A three-phase comprehensive methodology to analyze short circuits, open circuits and internal faults of transformers based on the compensation theorem

Three-phase bus impedance matrix reveals some good potential in fault analysis in phase coordinates. In this paper, a comprehensive methodology is proposed to analyze a large variety of faults including short circuits in buses and lines, open circuits, open circuits with falling conductors and internal faults of transformer, separately or simultaneously, in unbalanced networks. Load effect is also considered. The methodology is based on the compensation theorem and Thevenin equivalent circuit which derives a fault side equation for each fault case.

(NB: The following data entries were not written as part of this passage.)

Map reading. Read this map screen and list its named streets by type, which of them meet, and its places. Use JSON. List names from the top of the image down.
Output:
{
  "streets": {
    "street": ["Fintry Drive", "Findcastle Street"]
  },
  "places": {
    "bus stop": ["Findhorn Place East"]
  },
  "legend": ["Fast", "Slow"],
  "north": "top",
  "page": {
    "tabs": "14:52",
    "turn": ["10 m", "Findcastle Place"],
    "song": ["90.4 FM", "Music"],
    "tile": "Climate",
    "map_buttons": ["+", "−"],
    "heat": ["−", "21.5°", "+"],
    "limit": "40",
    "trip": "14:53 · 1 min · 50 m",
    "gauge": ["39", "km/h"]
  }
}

By combining the fault side and the network side equations, it replaces the fault side with equivalent injected current sources and calculates the voltage mismatch in every bus by using three-phase bus impedance matrix. A modified transformer model is also proposed to account for internal faults of transformer windings. The formulation is derived based on the initial three-phase bus impedance matrix and except for internal faults, there is no need to modify the impedance matrix during fault analysis which eliminates the demand for new factorization or inversion of a huge matrix. Moreover, a correction factor matrix is proposed which improves the results of a previous sequence component method in literature. The methodology is tested on IEEE 13-node and IEEE 34-node test feeders which are inherently unbalanced networks and it is implemented in MATLAB software.